Tension between business leaders and presidents is hardly new. Wall Street disliked President Barack Obama, partly because he pushed for the Dodd-Frank financial regulation act, but more because he didn’t treat them with the deference they thought they deserved. (“My administration is the only thing between you and the pitchforks, ” he told bankers during the financial crisis.) President Jimmy Carter’s inability to halt inflation or hold down interest rates created enormous dissatisfaction.
And of course Franklin Delano Roosevelt was loathed by big business, which saw the New Deal as shackling free enterprise. One anti-Roosevelt effort, a propaganda organization called the American Liberty League, was funded in part by the likes of Alfred Sloan of General Motors and the DuPont family. They were the Jeff Immelt and Jamie Dimon of that era.
But what is happening now between Trump and corporate America is different. Businessmen turned against Roosevelt because they feared him, as they had good reason to do. He knew how to pull the levers of power–how to create a Securities and Exchange Commission, for instance, and push for the passage of the Glass-Steagall Act, which separated commercial banking from investment banking.
When Trump started running for president, the business community had a leg up in understanding him. Some had done deals with him, or had attended galas that he also attended, or had shot a round of golf with him at one of his resorts. They knew he was crude, narcissistic and only out for himself. And having watched the collapse of his casino business in the early 1990s, few had much respect for his business skills.
But they also thought that having a businessman in the White House would be, well, good for business. Infrastructure to build! Tax cuts! Dodd-Frank repeal! Regulations eliminated! They also learned that Trump was malleable. After hammering the pharmaceutical industry over high drug prices, Trump held an early meeting with a group of pharma CEOs. He came out of the meeting with a statement that was not nearly as harsh and that complimented the industry for its “extraordinary results for our country.”
So of course most CEOs said yes when they were asked to join one of his councils. Trump pulled out of the Paris climate accords, and most of them stayed. (Disney’s Robert Iger and Elon Musk were exceptions.) Trump fired James Comey from the Federal Bureau of Investigation, and they stayed. Trump made an absurdly partisan speech to the Boy Scouts and they stayed. Even once they realized the council meetings were a waste of time, they stayed. Many of them took the view that it was a good idea to keep a “seat at the table.”
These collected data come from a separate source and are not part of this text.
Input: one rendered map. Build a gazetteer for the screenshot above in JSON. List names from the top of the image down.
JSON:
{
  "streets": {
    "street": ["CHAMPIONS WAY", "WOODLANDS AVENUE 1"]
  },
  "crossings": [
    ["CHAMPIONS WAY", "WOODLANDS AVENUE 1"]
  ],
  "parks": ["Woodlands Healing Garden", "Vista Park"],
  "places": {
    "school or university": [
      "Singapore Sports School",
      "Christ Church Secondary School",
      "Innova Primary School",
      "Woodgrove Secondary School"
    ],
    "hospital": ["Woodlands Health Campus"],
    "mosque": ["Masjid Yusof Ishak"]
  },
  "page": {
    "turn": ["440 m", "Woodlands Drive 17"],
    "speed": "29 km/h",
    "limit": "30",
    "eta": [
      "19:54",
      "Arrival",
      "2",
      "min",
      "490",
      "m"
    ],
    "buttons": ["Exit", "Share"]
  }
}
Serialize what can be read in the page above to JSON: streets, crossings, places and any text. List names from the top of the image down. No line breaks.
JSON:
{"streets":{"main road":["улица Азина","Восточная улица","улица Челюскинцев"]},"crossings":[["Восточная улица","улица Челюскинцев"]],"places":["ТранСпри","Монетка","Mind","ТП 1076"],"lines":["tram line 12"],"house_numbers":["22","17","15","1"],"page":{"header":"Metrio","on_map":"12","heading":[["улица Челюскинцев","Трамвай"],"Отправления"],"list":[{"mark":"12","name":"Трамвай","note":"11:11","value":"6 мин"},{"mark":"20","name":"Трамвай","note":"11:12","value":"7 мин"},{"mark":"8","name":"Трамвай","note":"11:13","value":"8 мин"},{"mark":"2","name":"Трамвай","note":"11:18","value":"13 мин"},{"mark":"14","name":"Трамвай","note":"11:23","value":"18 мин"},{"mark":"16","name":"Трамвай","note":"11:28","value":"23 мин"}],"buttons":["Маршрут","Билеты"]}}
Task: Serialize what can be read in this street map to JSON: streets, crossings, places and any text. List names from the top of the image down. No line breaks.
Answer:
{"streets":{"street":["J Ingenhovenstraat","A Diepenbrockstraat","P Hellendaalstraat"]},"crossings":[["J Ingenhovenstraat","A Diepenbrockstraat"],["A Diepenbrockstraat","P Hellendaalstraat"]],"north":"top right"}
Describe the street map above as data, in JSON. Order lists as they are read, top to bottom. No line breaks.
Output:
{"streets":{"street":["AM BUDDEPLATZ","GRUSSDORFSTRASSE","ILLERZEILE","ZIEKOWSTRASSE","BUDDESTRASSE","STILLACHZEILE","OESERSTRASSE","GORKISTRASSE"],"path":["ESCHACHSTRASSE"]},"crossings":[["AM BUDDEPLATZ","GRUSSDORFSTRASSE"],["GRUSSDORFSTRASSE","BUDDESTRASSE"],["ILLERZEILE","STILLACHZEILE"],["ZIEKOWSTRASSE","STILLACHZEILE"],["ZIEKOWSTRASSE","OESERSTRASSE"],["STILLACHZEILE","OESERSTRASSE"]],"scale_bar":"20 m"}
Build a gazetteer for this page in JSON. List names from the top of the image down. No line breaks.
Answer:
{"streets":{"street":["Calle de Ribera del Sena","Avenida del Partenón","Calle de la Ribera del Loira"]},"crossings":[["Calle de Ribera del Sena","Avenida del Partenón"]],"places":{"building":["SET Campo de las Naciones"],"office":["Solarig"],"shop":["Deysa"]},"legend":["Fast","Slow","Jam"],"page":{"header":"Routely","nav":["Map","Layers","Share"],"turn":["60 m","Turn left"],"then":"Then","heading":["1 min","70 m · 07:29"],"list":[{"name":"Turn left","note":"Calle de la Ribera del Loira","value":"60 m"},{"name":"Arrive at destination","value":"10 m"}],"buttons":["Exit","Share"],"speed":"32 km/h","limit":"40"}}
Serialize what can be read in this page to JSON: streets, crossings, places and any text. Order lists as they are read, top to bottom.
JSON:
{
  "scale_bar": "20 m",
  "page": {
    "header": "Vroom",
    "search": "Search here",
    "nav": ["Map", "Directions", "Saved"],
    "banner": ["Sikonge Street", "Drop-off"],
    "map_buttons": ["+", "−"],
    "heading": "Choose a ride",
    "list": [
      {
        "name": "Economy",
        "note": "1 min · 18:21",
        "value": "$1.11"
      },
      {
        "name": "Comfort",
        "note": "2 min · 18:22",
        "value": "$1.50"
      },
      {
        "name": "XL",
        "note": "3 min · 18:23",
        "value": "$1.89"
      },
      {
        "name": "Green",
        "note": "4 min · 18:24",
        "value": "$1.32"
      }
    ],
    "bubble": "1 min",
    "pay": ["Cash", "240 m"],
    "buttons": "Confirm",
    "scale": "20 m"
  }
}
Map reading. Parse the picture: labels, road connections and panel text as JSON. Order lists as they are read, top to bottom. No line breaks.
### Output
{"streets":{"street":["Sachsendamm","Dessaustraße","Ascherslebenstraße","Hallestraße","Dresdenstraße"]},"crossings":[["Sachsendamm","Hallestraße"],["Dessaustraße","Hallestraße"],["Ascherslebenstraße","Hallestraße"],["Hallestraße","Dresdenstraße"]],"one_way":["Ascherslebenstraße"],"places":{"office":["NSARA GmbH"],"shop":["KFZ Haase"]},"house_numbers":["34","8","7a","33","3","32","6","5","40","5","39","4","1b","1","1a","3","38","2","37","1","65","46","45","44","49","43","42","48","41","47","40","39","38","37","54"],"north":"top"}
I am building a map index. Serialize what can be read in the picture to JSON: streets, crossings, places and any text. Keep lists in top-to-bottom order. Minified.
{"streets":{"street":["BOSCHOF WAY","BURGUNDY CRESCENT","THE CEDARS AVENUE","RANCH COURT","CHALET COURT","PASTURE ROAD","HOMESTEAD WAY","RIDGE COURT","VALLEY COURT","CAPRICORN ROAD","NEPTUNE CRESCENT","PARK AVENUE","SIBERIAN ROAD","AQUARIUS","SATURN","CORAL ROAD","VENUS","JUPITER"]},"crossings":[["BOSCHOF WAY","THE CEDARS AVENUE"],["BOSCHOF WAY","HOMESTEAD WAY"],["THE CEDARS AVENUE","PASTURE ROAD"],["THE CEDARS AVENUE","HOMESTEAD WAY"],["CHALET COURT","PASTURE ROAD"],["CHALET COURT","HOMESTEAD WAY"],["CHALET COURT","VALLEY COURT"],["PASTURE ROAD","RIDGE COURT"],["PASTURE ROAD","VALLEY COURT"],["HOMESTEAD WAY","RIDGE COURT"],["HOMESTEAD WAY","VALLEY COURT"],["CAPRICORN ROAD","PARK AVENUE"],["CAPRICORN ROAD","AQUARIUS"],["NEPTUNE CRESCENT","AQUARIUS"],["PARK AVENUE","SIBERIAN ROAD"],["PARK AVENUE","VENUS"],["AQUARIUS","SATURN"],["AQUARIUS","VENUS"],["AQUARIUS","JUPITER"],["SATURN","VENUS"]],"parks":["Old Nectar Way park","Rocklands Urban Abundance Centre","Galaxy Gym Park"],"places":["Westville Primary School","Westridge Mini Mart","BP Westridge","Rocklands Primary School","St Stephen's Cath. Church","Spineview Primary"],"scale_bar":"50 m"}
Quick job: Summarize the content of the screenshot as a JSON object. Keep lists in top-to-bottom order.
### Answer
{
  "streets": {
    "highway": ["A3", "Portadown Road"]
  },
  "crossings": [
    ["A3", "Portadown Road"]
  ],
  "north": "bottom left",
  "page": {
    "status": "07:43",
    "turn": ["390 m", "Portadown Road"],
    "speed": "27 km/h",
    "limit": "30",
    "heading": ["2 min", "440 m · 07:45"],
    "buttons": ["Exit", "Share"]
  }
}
So what changed? Yes, Trump’s incendiary press conference on Tuesday made most corporate executives uncomfortable. But if they still felt that Trump had the power to help get their agenda through Congress, most of them probably would have stuck with him.
But they’ve come to realize that Trump is not going to be of any use to them. He is never going to get anything through Congress, which now shrugs when he demands action. His one legislative push, repeal and replacement of his predecessor’s signature health-care program, was a political disaster that has largely eliminated the chances for, say, an infrastructure plan. (Indeed, the S&P 500 Construction and Engineering Index is down 20 percent since Trump became president.) His idea of lobbying is to send out bullying tweets. He couldn’ t even intimidate his own attorney general, Jeff Sessions, who showed not long ago that Trump’s blustery tweets have no consequences if you ignore them.